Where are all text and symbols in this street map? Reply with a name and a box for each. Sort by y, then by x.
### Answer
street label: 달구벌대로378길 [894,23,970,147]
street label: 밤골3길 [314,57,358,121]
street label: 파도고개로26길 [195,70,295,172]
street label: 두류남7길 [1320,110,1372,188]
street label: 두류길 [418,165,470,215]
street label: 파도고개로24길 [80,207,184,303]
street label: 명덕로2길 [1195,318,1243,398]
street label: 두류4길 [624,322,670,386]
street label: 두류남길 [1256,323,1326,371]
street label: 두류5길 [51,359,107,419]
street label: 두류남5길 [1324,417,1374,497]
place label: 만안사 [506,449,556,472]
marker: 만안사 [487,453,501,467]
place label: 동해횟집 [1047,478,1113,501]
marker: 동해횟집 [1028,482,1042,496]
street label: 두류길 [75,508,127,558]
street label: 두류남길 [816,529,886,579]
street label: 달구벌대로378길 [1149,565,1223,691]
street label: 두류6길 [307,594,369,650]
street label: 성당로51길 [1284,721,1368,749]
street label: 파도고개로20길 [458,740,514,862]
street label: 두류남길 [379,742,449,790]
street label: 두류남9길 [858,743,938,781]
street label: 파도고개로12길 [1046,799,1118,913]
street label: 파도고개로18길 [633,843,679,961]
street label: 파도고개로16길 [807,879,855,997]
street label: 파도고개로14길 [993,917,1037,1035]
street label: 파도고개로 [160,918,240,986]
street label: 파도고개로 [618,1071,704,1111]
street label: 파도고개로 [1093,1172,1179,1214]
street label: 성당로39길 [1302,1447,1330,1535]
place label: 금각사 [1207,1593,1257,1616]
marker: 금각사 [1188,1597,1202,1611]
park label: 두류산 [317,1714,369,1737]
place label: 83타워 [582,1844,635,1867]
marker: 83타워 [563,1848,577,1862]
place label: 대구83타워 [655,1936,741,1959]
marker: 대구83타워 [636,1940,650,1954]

——

Filter the records above for lines containing the word "marker", and copy those lines.

marker: 만안사 [487,453,501,467]
marker: 동해횟집 [1028,482,1042,496]
marker: 금각사 [1188,1597,1202,1611]
marker: 83타워 [563,1848,577,1862]
marker: 대구83타워 [636,1940,650,1954]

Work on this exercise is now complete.